The Socialists' bill includes an increase in VAT on tourist apartments and tougher taxation of REITs.

File photo of an apartment development under construction in Barcelona last February.
22/05/2025
3 min

MadridSpanish Prime Minister Pedro Sánchez kicked off the year by announcing a plan to mobilize affordable rentals across the country and reverse the difficulties faced by many citizens, especially young people and migrants, in accessing housing. Five months later, and amid social pressure with demonstrations for the right to housing in the country's main cities, some of the measures were put into writing through a bill that the PSOE (Spanish Socialist Workers' Party) filed in the Congress of Deputies. Specifically, in the text presented this Thursday, the Socialists incorporate many of the fiscal measures from the plan announced by Sánchez.

The Socialists' intention is for the proposal to be processed this June, but the parliamentary process is still long, and it's still unclear what the parties will do. However, Housing Minister Isabel Rodríguez (PSOE) has already stated that they are working to secure the support of the parties. In fact, Podemos and Sumar have already expressed their distrust of the proposal because it includes tax breaks for property owners. Here's the fine print of the measures:

VAT on tourist apartments

The PSOE (Spanish Socialist Workers' Party) proposes increasing the VAT on properties used for tourism to 21 percent. However, the measure was agreed upon at the time with Sumar, the minority partner within the Spanish government, and seeks to replicate the European directive that goes in that direction. This 21% VAT rate would affect properties rented for fewer than 30 nights in municipalities with more than 10,000 inhabitants, whether managed by individuals or companies.

Rebates for owners

Property owners are expected to have access to the tax breaks included in the state housing law without having to declare themselves a stressed area. In this way, Pedro Sánchez's government is trying to bypass the blockade imposed by the autonomous communities that have not implemented the law, those governed by the People's Party (PP), and which, therefore, have not declared these types of areas.

The text includes tax breaks ranging from 60% to 100% of the rent depending on the price at which the owner rents the apartment (affecting properties coming onto the market for the first time and those contracts in which the price is reduced by 5%). Depending on the price and the tenant's circumstances (for example, age), the deduction is greater or lesser. A tax break of up to 70% is also provided if the property is rented from a public authority.

Tax on non-EU foreigners for the purchase of a home

A complementary state property transfer tax (ITP) is being introduced for non-EU residents who purchase homes in the state. The tax will be up to 100% of the property's cadastral value, the declared price, or the market value.

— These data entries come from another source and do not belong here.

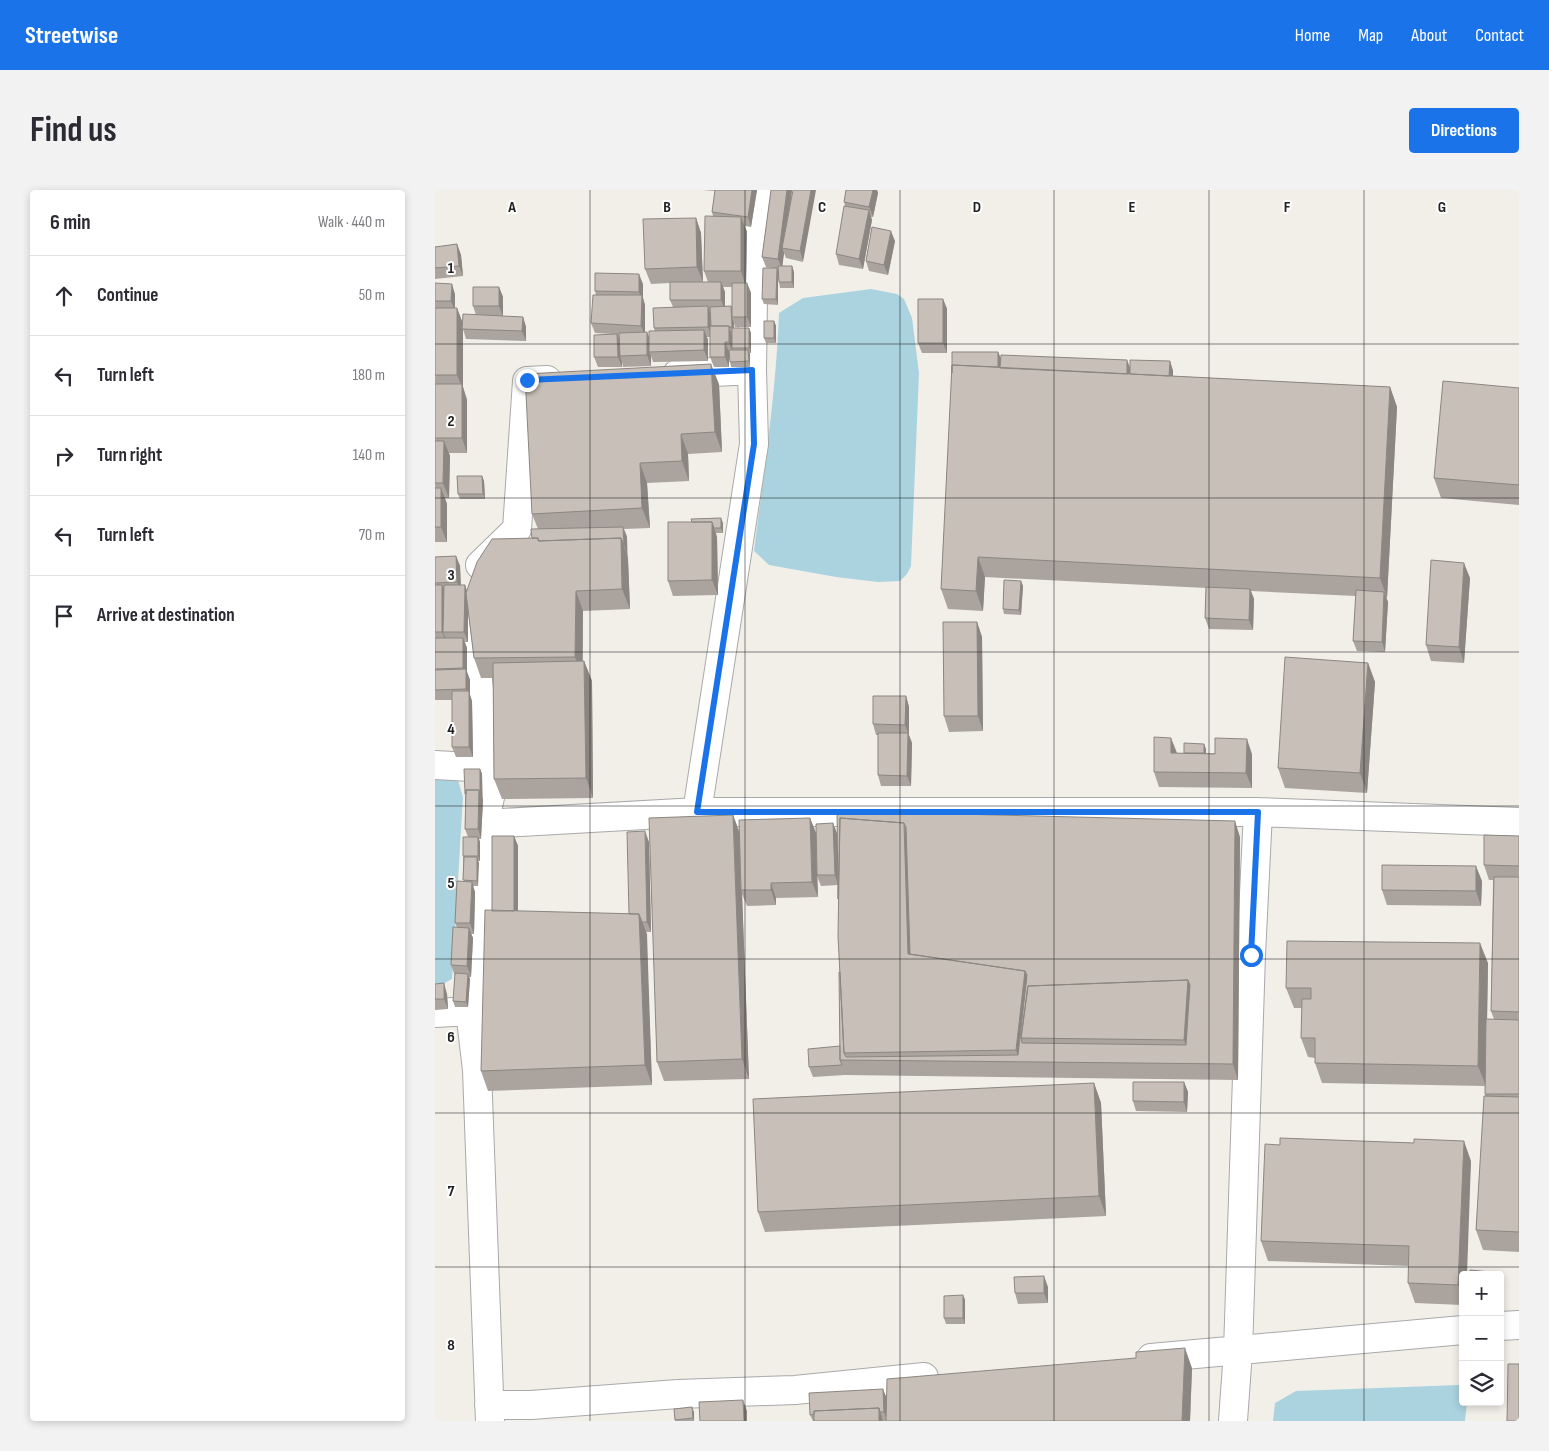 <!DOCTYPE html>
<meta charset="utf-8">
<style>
body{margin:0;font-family:"Sofia Sans Condensed",sans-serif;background:#f2f2f3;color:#2b2b33}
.controls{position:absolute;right:15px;bottom:15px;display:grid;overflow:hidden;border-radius:5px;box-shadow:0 2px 8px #0003}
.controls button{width:45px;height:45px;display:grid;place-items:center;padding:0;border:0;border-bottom:1px solid #e1e1e2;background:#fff;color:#2b2b33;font:25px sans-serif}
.stop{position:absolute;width:15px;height:15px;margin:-11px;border:4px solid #1a73e8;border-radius:50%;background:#fff}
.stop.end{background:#1a73e8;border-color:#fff;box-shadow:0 1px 5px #0008}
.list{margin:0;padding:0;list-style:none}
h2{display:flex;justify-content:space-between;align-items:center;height:65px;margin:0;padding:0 20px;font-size:21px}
h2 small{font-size:16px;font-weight:400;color:#7c7c81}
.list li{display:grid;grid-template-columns:32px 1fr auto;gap:15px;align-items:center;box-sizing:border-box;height:80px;padding:0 20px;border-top:1px solid #e1e1e2}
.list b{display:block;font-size:19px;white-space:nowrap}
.list em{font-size:16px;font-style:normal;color:#7c7c81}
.icon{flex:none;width:28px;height:28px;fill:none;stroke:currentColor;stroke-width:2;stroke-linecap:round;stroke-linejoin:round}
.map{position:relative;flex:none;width:1084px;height:1231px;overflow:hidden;border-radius:5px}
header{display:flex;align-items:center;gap:30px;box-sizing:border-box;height:70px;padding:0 25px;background:#1a73e8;color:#fff}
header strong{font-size:24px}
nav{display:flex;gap:28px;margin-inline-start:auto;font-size:18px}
.intro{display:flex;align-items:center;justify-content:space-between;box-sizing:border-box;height:120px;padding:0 30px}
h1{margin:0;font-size:35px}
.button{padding:12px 22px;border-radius:5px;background:#1a73e8;color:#fff;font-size:18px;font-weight:700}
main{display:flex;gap:30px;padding:0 30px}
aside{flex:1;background:#fff;border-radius:5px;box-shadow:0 2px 8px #0003}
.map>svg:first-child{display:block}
.water{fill:#aad3df}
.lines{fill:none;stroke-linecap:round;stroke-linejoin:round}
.minor-casing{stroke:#a9a9a9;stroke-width:30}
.minor{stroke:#fff;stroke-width:28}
.wall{fill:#aba49e;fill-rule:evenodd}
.shaded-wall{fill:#8b8681}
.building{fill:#c7bfb8;stroke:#8b8681;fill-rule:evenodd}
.route{stroke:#1a73e8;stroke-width:6}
.grid{fill:none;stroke:#222;stroke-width:1;stroke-opacity:0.55}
.grid-label{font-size:16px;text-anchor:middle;font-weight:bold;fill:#222;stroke:#fff;stroke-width:4;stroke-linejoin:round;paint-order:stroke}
</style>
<header>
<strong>Streetwise</strong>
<nav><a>Home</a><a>Map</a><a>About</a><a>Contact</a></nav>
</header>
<div class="intro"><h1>Find us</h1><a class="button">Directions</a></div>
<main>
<aside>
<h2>6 min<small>Walk · 440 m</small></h2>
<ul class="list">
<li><svg class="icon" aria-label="ahead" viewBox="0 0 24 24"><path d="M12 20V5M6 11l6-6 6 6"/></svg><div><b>Continue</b></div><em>50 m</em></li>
<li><svg class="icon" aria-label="left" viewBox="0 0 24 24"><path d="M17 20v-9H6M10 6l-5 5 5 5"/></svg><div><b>Turn left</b></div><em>180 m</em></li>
<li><svg class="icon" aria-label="right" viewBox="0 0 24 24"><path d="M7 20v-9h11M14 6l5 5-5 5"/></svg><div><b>Turn right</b></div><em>140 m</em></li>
<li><svg class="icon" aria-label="left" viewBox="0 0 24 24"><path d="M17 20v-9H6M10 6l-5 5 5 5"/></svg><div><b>Turn left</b></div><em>70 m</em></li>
<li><svg class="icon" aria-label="arrive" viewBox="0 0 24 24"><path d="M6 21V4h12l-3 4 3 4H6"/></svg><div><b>Arrive at destination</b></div></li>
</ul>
</aside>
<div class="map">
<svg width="1084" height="1231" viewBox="0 0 1084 1231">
<rect width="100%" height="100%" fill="#f2efe9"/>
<!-- water -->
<path class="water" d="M436,99l26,5 7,5 8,19 7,55 -8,193 -4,8 -7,7 -22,1 -42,-5 -67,-12 -15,-14c10,-80 22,-158 25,-238l24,-15z
M0,583l22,4 6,20 -11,182 -15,8h-2z
M1024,1195l4,3v14h4l-2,19h-192l2,-18 21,-12z"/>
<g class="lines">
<defs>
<path id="minor" d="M242,184l75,-4 2,-144 14,-36
M45,375l37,-36 10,-148 20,-1
M37,438l19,165 -7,31
M0,575l53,3
M262,622l57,-368 -2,-74
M35,821l7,59 13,351
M0,823l35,-2 14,-187 213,-12h561l261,10
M1065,1136l19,-1
M716,1168l312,-28
M54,1215h42l147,-11 117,-4 129,-13
M798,1231l5,-70 13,-396 7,-143"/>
</defs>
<!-- minor casing -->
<use href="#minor" class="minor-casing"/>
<!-- minor -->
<use href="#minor" class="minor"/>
</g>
<!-- wall -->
<path class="wall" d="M267,0h55l-6,37 -6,-1 2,6 -1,51h1l4,10v34h-16l-1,-4v5h15l2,5v20h-1v14h-19l-1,-5 -1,-10v15h-15l-4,-10v-20h-3l1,3v21l-55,1 -2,-6v10l-28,1 -1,-5v5h-24l-4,-10 18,-23 -17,-1 -4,-10 5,-28 -1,-4 48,-7v14l2,7v27h2l2,7 6,-8 -1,-3 19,-21 -3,-7v-17l-19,1 -6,-15 51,-51 5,15 2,49h5l-4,-11 9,-55 -1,-4 3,-21zM288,97h9v19h-7v-14z
M336,0h21l-2,17 13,55 -17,-4 -2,-5 -2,13h10l2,6v16h-14l-1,-6 -1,-4v27l-14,-1 -2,-5 11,-31 -7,-1 -4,-10z
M411,0h31l1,3 -5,24h-2l1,3 -9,49 -24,-4 -3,-11 9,-48 -1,-4z
M460,51l-7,34 -19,-4 -3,-10z
M22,54l4,11 2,21 -28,3v-32z
M0,93l20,11v14h2l6,16 13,-9 -3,-9 26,-19 4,10v19l20,1 3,10v14l-60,-2 -3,-10v58l4,13v53h-18l1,3 -1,42h-4l2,6v38h-12z
M508,109l4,10v44h-25l-4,-10z
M339,131l2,5v17h-10l-2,-5z
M563,162l3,6 129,9 40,-6 3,10v5l217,11 7,20 -10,191 -1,-1 2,5 -3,50 -28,-1 -4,-10 3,-45 -105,-5 3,8 -1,31 -44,-1 -4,-11 1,-30 -221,-11 -2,34 -35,-2 -7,-20 11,-216z
M284,194l3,68 -34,2 1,27 -42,2 3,45 -26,1 3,8 3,72 -47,2v50h1l8,20 1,117 -91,1 -8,-20 -1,-101h-12l-7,-20 -6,-46v30h-3l2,6v24l3,8v15l2,6 1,56h-17l-4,-10v-47h-17v-143l21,-1 4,10 1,19h4l2,6 65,-53 6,-9 -6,-15z
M1084,198v117l-78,-7 -7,-20z
M47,286l2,5 1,18h-25l-2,-5z
M233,332l55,1v10h-7l1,4 1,58 -45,1 -5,-15z
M1035,388l-6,85 -33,-2 -5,-16z
M586,391l2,5 -2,29 -17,-1 -1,-5z
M542,432l5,15 1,94 -34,1 -5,-16z
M933,473l7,19 -8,111 -82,-5 -7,-20z
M471,506l3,11v28l3,8 -1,43h-30l-3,-11v-40h-2l-3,-11z
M771,559v4l46,1v34l-93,-1 -5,-15 23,-19h7z
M45,579l2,5 1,26 -2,39h-2l1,3v19h-2v25h-5l2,6 -1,42h-3l2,4 -2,39h-2l1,2 -2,28h-13l-2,-6 2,-25 -4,-11 6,-38 -2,-4 9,-42 -1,-25 5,-19 -3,-8v-35z
M298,625l7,18 70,-15 6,15 17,-10 4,10 403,4 -2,243 -393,-5 -32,2 -4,-10 31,-21v-74l-2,-87 -17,1 -4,-10 1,21 -42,1v7l-29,1 -5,-12 7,185 -85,2 -7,-19z
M79,646l4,10v65l111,3 20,-72 2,90h-5l6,153 -164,6 -7,-20 11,-160z
M1084,646v416l-36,-2 -7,-20 9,-134v-10l-163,-3 -7,-20v-5l-7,-1 -7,-19 1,-30h-8l-8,-20 202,-25 -1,56h7l-3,-8 2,-131h-4l-5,-15z
M1047,691l-1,25 -94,-1 -5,-15z
M0,794l12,10 1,15 -13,1z
M749,892l4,10 -1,20 -51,-1 -3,-10z
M659,893l7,20 5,113 -341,16 -7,-20z
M1036,971l-8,114v30l-48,-2 -7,-20 1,-17 -141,-5 -7,-20z
M613,1097v16l-30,1 -3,-11z
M528,1105l2,5v24h-19l-2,-6z
M757,1178l-2,53h-377l-3,-6 73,-26 4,10z
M239,1219l20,3v9h-19z"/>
<!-- shaded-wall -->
<path class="shaded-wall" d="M317,0h5l-6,37 -3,-10z
M352,0h5l-8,59 -2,-1 2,5 -2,16 -4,-10z
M376,0h5l-13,72 -3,-11z
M438,0h4l1,3 -5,24 -4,-10z
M434,20l3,10 -9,49 -4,-10z
M306,27l6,15 -1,55 -5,-16z
M261,28l5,15 2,49 -6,-15z
M456,41l4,10 -7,34 -4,-10z
M22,54l4,11 2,21 -4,-10z
M357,76l2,6v16l-2,-6z
M342,78l1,5v32l-2,-6z
M204,84l4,10v14l2,7v31l-4,-10 1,-26 -3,-8z
M286,92l4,10v18l-4,-10z
M312,93l4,10v34l-4,-10z
M17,94l3,10v17l-4,-10z
M64,97l4,10v20l-4,-11z
M508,109l4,10v44l-4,-10z
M273,116l3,10 1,21 -4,-10z
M22,118l6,16v63l4,13v53l-5,-15v-51l-5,-12z
M88,127l3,10v14l-4,-10z
M297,128l2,5v9l-2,-5z
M339,131l2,5v17l-2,-5z
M294,136l3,10v16l-3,-10z
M314,138l2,5v20l-2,-5z
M269,140l4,10v21l-4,-11z
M212,142l4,10 -2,10 2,4v10l-4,-11z
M182,144l4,10 -1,12 2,6v5l-4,-10z
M290,152l4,10v15l-4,-10z
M313,160l2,5v12l-1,-6z
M563,162l4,10 -4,11z
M692,170l4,10v10l-4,-2z
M735,171l3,10v20l-4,-10z
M276,174l8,20 3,68 -7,-20z
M955,197l7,20 -10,191 -7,-20z
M246,244l7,20 1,27 -7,-20z
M9,251l6,15 -1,42 -6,-15z
M205,273l7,20 3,45 -8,-20z
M47,286l2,5 1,18 -2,-5z
M6,298l6,16v38l-6,-15z
M286,328l2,5v10l-2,-5z
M277,332l5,15 1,58 -6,-15z
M188,337l4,10v18l-3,-10z
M186,348l7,20 2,51 -8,-20z
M21,366l4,10 1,26 -4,-10z
M543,367l7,20 -2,34 -7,-20z
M1029,373l6,15 -6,85 -5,-16z
M586,391l2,5 -2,29 -2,-5z
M7,395l4,10 -3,37 3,7v3l-4,-10z
M30,395l3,10v47l-4,-10z
M815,399l4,10 -1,31 -4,-10z
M141,401l7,20 -1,66 -7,-20z
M949,402l4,10 -3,50 -3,-10z
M542,432l5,15 1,94 -5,-15z
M28,448l4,10v24l3,8v15l2,6 1,56 -4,-10v-51l-3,-7v-13l-3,-8z
M149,471l8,20 1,117 -7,-20z
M933,473l7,19 -8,111 -7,-20z
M471,506l3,11v28l-4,-10z
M473,543l4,10 -1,43 -4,-10z
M736,548l6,15h-6z
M812,549l5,15v34l-6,-15z
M769,554l2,5v16l-2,-5z
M45,579l2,5v25l-2,-6z
M44,600l4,10 -2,39 -3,-10z
M298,625l7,20 1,55 1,3 7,186 -7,-20z
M375,628l6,15 2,64 -6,-15z
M800,631l5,16 -2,243 -5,-16z
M398,633l4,11 1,51 -3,-10z
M469,633l8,20 3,116 -7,-5z
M210,641l4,11 2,90 -4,-10z
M79,646l4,10v80l-4,-10z
M43,647l2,5v19l-2,-5z
M42,667l2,6 -1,23 -1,-5z
M1041,676l6,15 -1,25 -5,-15z
M37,692l3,10 -1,42 -4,-11z
M336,693l5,15v7l-5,-15z
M204,724l8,20 5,151 -7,-20z
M34,738l4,10 -2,39 -4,-11z
M1045,753l8,20 -2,123 -8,-20z
M590,781l7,19 -11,48 -1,24 -4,-12z
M33,784l2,5 -2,28 -2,-5z
M753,790l7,20 -3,60 -8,-20z
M9,793l3,11 1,15 -4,-10z
M749,892l4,10 -1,20 -3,-10z
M659,893l7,20 5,113 -7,-20z
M1029,951l7,20 -4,114h-4v22l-5,-12z
M1065,1083l3,10 -2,23 -1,-4z
M609,1086l4,11v16l-4,-10z
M528,1105l2,5v24l-2,-6z
M750,1158l7,20 -2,53h-8z
M448,1199l4,11 1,21 -4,-9z
M308,1210l4,11v10h-3z
M257,1217l2,5v9l-1,-3z
M444,1218l4,13h-4z"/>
<!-- building -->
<path class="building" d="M280,0h37l-4,27 -36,-5z
M336,0h16l-9,69 -16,-2z
M358,0h18l-11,61 -18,-3z
M411,0h27l-4,17 -25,-5z
M409,16l25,4 -10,49 -23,-5z
M270,26l36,1v54h-37z
M261,28l1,49 -52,2 -2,-50z
M437,37l19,4 -7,34 -18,-4z
M22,54l2,22 -24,2v-21z
M343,76h14v16h-13z
M328,78h14l-1,31h-14z
M160,83l44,1v18l-44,-1z
M235,92h51v18h-51z
M0,93l17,1 -1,17h-16z
M297,93h15v34h-15z
M38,97h26v19h-26z
M158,105h49l-1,31 -50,-3z
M483,109h25v44h-25z
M273,116v21l-54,1 -1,-20z
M296,116l1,21h-3v-1h-18l-1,-19z
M0,118h22v67h-22z
M28,124l60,3 -1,14 -60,-2z
M329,131h10v17h-10z
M275,136h19v16h-4v15h-15z
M297,138h17v20h-17z
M269,140v20l-55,2v-21z
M212,142v23l-27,1 -1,-23z
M182,144l1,23h-24v-22z
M294,160h19l1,11 -19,1z
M517,162h46v15l-46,-2v8z
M566,165l126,5v14l-127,-6z
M695,170l40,1 -1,15 -39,-2z
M276,174l4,68 -34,2 1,27 -42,2 2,45 -110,6 -7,-140z
M517,175l438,22 -10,191 -402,-21 -2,34 -35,-2z
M1008,191l76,7v97l-85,-7z
M0,194h27v54h-27z
M0,251h9l-1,42h-8z
M22,286h25l1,18h-25z
M0,298h6v39h-6z
M286,328v10h-7l-2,-6h-20l-1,-3z
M233,332h44v58l-44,1z
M188,337l1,18 -3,-7 -82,3 -1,-3h-6l-1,-9z
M103,348v3l83,-3 1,51 -46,2 -1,66 -101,1 -8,-65 11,-31 15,-23z
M21,366l1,26 -22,1v-26z
M996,370l33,3 -5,84 -33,-2z
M569,390l17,1 -2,29 -16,-1z
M0,395h7v47h-7z
M9,395h21l-1,47h-21z
M771,397l44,2 -1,31 -44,-2z
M921,400l28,2 -2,50 -29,-1z
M508,432h34l1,94h-34z
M0,448h28v30l-28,1z
M850,467l83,6 -8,110 -82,-5z
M149,471l2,117 -92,1 -1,-116z
M31,479v20l-31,1v-20z
M17,501h17v56h-17z
M438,506h33l-1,29 -32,-1z
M443,543h30l-1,43 -29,-1z
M719,547l17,1v15l44,1v-16l32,1 -1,34 -92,-1z
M749,553l20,1v9h-20z
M29,579h16v24l-1,-3h-13v4h-1z
M31,600h13l-1,39h-13z
M402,621l398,10 -2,243 -393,-4 -1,-88h1l4,81 2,4 172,-2 9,-80 -2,-4 -115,-17 -4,-127 -2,-4 -64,-5 -2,81zM753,790l2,5 -4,60 -164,-2 -1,-5 7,-52z
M298,625l9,244 -85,3 -8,-244z
M375,628l2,64 -41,1v7h-30l-2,-70z
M405,628l64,5 4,131 117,17 -9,79 -172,3 -6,-117z
M398,633l2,52h-18l-1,-51z
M210,641l2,91h-5l-3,-8h-10l-2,-82z
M1049,645l35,1v30l-35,-1z
M57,646h22v75h-22z
M28,647h15v19h-15z
M29,667h13v24l-14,-1z
M947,675l94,1v25l-94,-1z
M1059,687h25v135l-28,-1z
M22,691l15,1 -2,41h-15z
M50,720l154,4 6,151 -164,6z
M18,737l16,1 -2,38 -16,-1z
M852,751l193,2 -2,123 -163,-3v-25h-14l1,-39h9v-11h-25z
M20,783l13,1 -2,28 -13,-1z
M753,790l-4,60 -163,-2 7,-52z
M9,793v16h-9v-15z
M1051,829l33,1v74h-34z
M405,856v14l2,5 -33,2 -1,-18z
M698,892h51v20l-51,-1z
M659,893l5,113 -341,16 -5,-113z
M1049,906l35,1v135l-43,-2z
M845,948l134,5v-4l50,2 -6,144 -50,-2 1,-37 -148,-5 4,-97 15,1z
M1035,1080l30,3 -1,2h-29z
M609,1086v17h-29l-1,-16z
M528,1105v23h-19v-22z
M750,1158l-3,73h-296l1,-42 249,-21v-6z
M1073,1174h11v57h-12z
M448,1199l1,23h-4l-1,-4 -65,3v3l-4,1 -1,-22z
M308,1210l1,21h-44l-1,-19z
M257,1217l1,11 -18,2 -1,-11z
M444,1218v13h-65v-10z"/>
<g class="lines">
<!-- route -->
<path class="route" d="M92,190l225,-10 2,74 -57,368h561l-7,143"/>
</g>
<!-- grid -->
<path class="grid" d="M155,0v1231M310,0v1231M465,0v1231M619,0v1231M774,0v1231M929,0v1231M0,154h1084M0,308h1084M0,462h1084M0,616h1084M0,769h1084M0,923h1084M0,1077h1084"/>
<g class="grid-label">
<text x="77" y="22">A</text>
<text x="232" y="22">B</text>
<text x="387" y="22">C</text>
<text x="542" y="22">D</text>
<text x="697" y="22">E</text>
<text x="852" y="22">F</text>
<text x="1007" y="22">G</text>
<text x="16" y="83">1</text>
<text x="16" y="236">2</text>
<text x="16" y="390">3</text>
<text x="16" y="544">4</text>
<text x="16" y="698">5</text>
<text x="16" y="852">6</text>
<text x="16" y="1006">7</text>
<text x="16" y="1160">8</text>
</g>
</svg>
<div class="controls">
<button>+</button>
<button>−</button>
<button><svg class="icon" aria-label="layers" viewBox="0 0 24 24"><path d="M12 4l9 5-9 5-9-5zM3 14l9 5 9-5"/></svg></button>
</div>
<div class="stop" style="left:816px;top:765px"></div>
<div class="stop end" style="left:92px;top:190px"></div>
</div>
</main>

Taxation of vacant apartments

An increase in taxation on vacant housing is also on the table to "incentivize its release into the rental market," according to the Socialists in a statement.

Modification of the SOCIMIs

For SOCIMIs that own rental apartments, taxation on a portion of profits not distributed through dividends will increase from 15% to 25%. The increase does not affect SOCIMIs that manage offices, warehouses, or shopping centers, such as the Catalan company Colonial. However, the increase includes deductions of between 50% and 60%, provided the assets (real estate) are used for affordable rentals, or 100% if the profit obtained is reinvested in affordable rental apartments for three years. The government will consider rentals affordable if they do not exceed the Ministry of Housing's index, if they are subsidized, if the rental price does not exceed 30% of the tenant's income, or if the cost is below €26,400 per year.

Finally, there are also proposals to amend the Personal Income Tax law to maintain tax deductions for energy renovation projects in 2025, and to change the public sector contracts law to promote public-private collaboration in housing construction, among other measures.